A group of Russian cybercriminals is behind the ransomware attack that halted operations and tests in major London NHS hospitals, the former chief executive of the National Cyber Security Centre has said.
Ciaran Martin said the attack on pathology services firm Synnovis had led to a “severe reduction in capacity” and was a “very, very serious incident”.
Hospitals declared a critical incident after the attack and have cancelled operations and tests and been unable to carry out blood transfusions.
Memos to NHS staff at King’s College hospital, Guy’s and St Thomas’ (including the Royal Brompton and the Evelina London children’s hospital) and primary care services in the capital said there had been a “major IT incident”.
Asked on BBC Radio 4’s Today programme on Wednesday if it was known who attacked Synnovis, Martin said: “Yes. We believe it is a Russian group of cybercriminals who call themselves Qilin.
“These criminal groups – there are quite a few of them – they operate freely from within Russia, they give themselves high-profile names, they’ve got websites on the so-called dark web, and this particular group has about a two-year history of attacking various organisations across the world.
“They’ve done automotive companies, they’ve attacked the Big Issue here in the UK, they’ve attacked Australian courts. They’re simply looking for money.”
He said it was unlikely the Russian hackers would have known they would cause such serious primary healthcare disruption when they set out to do the attack.
He added: “There are two types of ransomware attack. One is when they steal a load of data and they try and extort you into paying so that isn’t released, but this case is different. It’s the more serious type of ransomware where the system just doesn’t work.
“So, if you’re working in healthcare in this trust, you’re just not getting those results so it’s actually seriously disruptive.”
He said the government had a policy of not paying but the company would be free to pay the ransom if it chose to.
“The criminals are threatening to publish data, but they always do that. Here, the priority is the restoration of services.”
The National Cyber Security Centre is investigating the impact of the cyber-attack along with NHS officials.
Synnovis said the incident had been reported to the police and the information commissioner.
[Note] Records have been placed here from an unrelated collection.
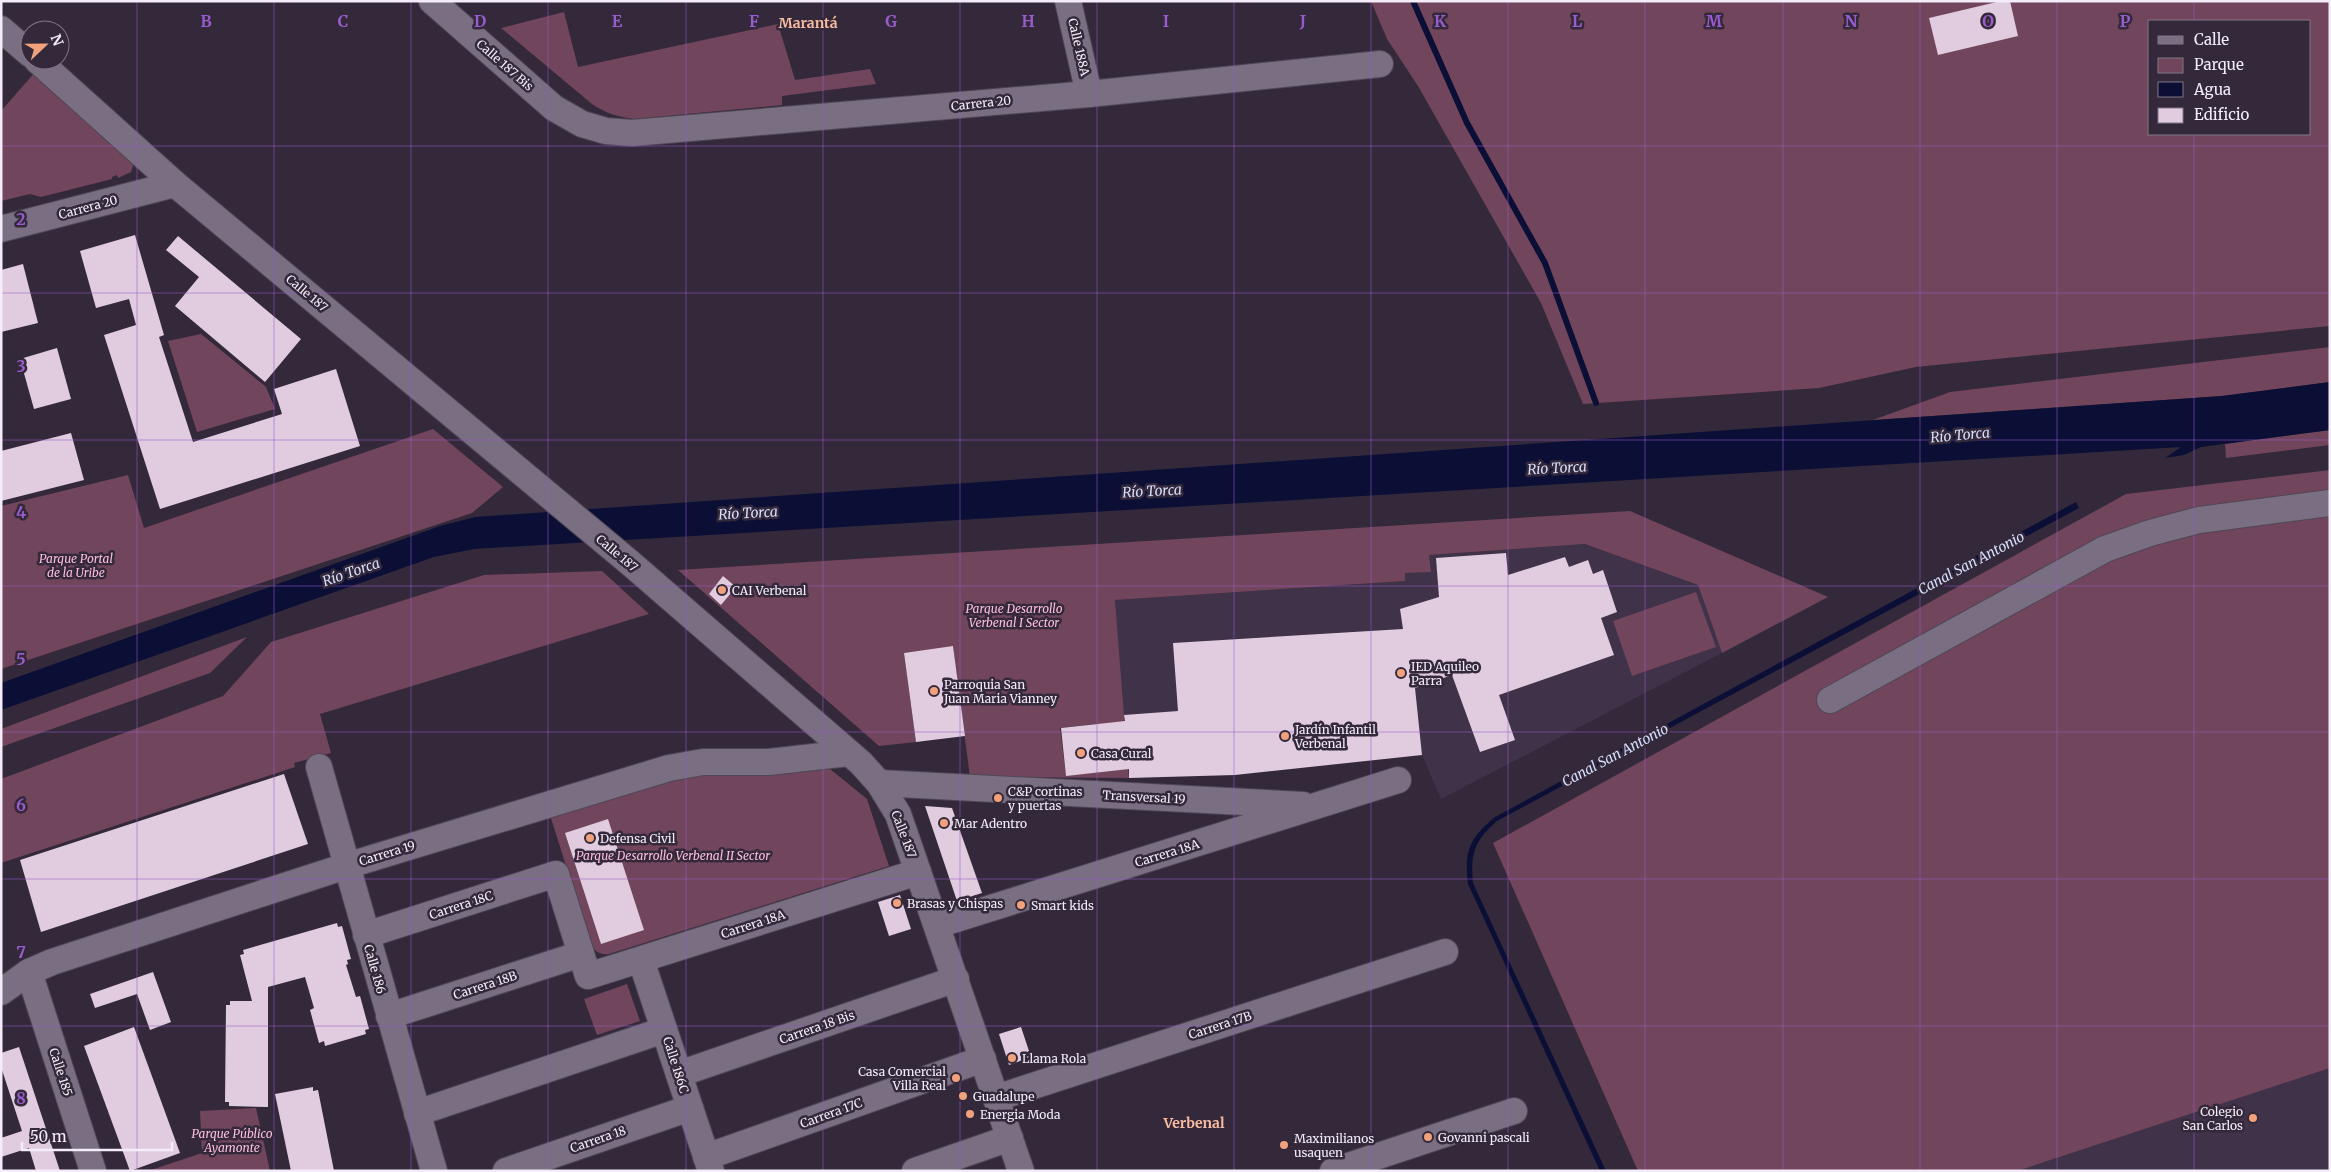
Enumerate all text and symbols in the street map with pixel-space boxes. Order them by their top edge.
text: B [200,11,212,31]
text: C [338,11,348,31]
text: D [474,11,486,31]
text: E [612,11,623,31]
text: F [749,11,759,31]
text: G [885,11,897,31]
text: H [1021,11,1035,31]
text: I [1163,11,1169,31]
text: J [1299,11,1306,31]
text: K [1434,11,1446,31]
text: L [1572,11,1582,31]
text: M [1706,11,1723,31]
text: N [1845,11,1858,31]
text: O [1982,11,1994,31]
text: P [2120,11,2131,31]
district label: Marantá [778,14,838,32]
street label: Calle 188A [1065,17,1093,78]
north arrow [20,20,70,70]
legend [2148,20,2311,135]
text: Calle [2194,30,2229,49]
text: N [47,32,67,49]
street label: Calle 187 Bis [474,36,537,94]
text: Parque [2194,55,2244,74]
text: Agua [2193,80,2231,99]
street label: Carrera 20 [950,92,1012,114]
text: Edificio [2194,105,2250,124]
street label: Carrera 20 [57,192,119,222]
text: 2 [16,209,26,229]
street label: Calle 187 [283,271,331,315]
text: 3 [16,356,26,376]
water label: Río Torca [1930,423,1990,447]
water label: Río Torca [1527,457,1587,479]
water label: Río Torca [1122,480,1182,502]
text: 4 [16,502,26,522]
water label: Río Torca [718,502,778,524]
water label: Canal San Antonio [1915,527,2027,599]
street label: Calle 187 [593,531,641,575]
park label: Parque Portal de la Uribe [39,551,113,580]
water label: Río Torca [320,554,382,590]
place label: CAI Verbenal [732,583,807,598]
marker: CAI Verbenal [716,584,728,596]
park label: Parque Desarrollo Verbenal I Sector [965,601,1063,630]
text: 5 [16,649,26,669]
place label: IED Aquileo Parra [1411,659,1479,688]
marker: IED Aquileo Parra [1395,667,1407,679]
place label: Parroquia San Juan Maria Vianney [943,677,1057,706]
marker: Parroquia San Juan Maria Vianney [928,685,940,697]
water label: Canal San Antonio [1559,719,1671,791]
place label: Jardín Infantil Verbenal [1294,722,1376,751]
marker: Jardín Infantil Verbenal [1279,730,1291,742]
place label: Casa Cural [1091,746,1152,761]
marker: Casa Cural [1075,747,1087,759]
place label: C&P cortinas y puertas [1008,784,1082,813]
street label: Transversal 19 [1102,787,1186,807]
marker: C&P cortinas y puertas [992,792,1004,804]
text: 6 [16,795,26,815]
street label: Calle 187 [888,808,920,860]
place label: Mar Adentro [954,816,1027,831]
marker: Mar Adentro [938,817,950,829]
place label: Defensa Civil [600,831,676,846]
marker: Defensa Civil [584,832,596,844]
street label: Carrera 18A [1133,836,1201,870]
street label: Carrera 19 [357,837,417,869]
park label: Parque Desarrollo Verbenal II Sector [576,848,771,863]
street label: Carrera 18C [427,888,495,922]
place label: Brasas y Chispas [907,896,1003,911]
marker: Brasas y Chispas [891,897,903,909]
place label: Smart kids [1031,898,1094,913]
marker: Smart kids [1015,899,1027,911]
street label: Carrera 18A [719,906,787,941]
text: 7 [16,942,26,962]
street label: Calle 186 [361,943,389,995]
street label: Carrera 18B [451,968,519,1002]
street label: Carrera 18 Bis [777,1007,857,1047]
street label: Carrera 17B [1187,1008,1253,1042]
street label: Calle 186C [660,1035,692,1095]
street label: Calle 185 [46,1046,76,1098]
place label: Llama Rola [1022,1051,1087,1066]
marker: Llama Rola [1006,1052,1018,1064]
place label: Casa Comercial Villa Real [858,1064,946,1093]
marker: Casa Comercial Villa Real [950,1072,962,1084]
text: 8 [16,1088,26,1108]
place label: Guadalupe [973,1089,1035,1104]
marker: Guadalupe [957,1090,969,1102]
street label: Carrera 17C [798,1095,864,1131]
place label: Colegio San Carlos [2182,1104,2243,1133]
place label: Energia Moda [980,1107,1061,1122]
marker: Energia Moda [964,1108,976,1120]
marker: Colegio San Carlos [2247,1112,2259,1124]
district label: Verbenal [1163,1114,1225,1132]
scale bar [22,1120,172,1152]
street label: Carrera 18 [568,1122,628,1156]
park label: Parque Público Ayamonte [191,1126,273,1155]
text: 50 m [30,1127,67,1146]
place label: Govanni pascali [1438,1130,1530,1145]
place label: Maximilianos usaquen [1294,1131,1374,1160]
marker: Govanni pascali [1422,1131,1434,1143]
marker: Maximilianos usaquen [1278,1139,1290,1151]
The health secretary, Victoria Atkins, wrote on X on Wednesday: “Throughout yesterday I had meetings with NHS England and the National Cyber Security Centre to oversee the response to the cyber-attack on pathology services in south-east London.
“My absolute priority is patient safety and the safe resumption of services in the coming days.”
The Synnovis chief executive, Mark Dollar, said a taskforce of IT experts from Synnovis and the NHS was working to fully assess the impact and what action was needed.
According to the Health Service Journal (HSJ), one senior source said gaining access to pathology results could take “weeks, not days”.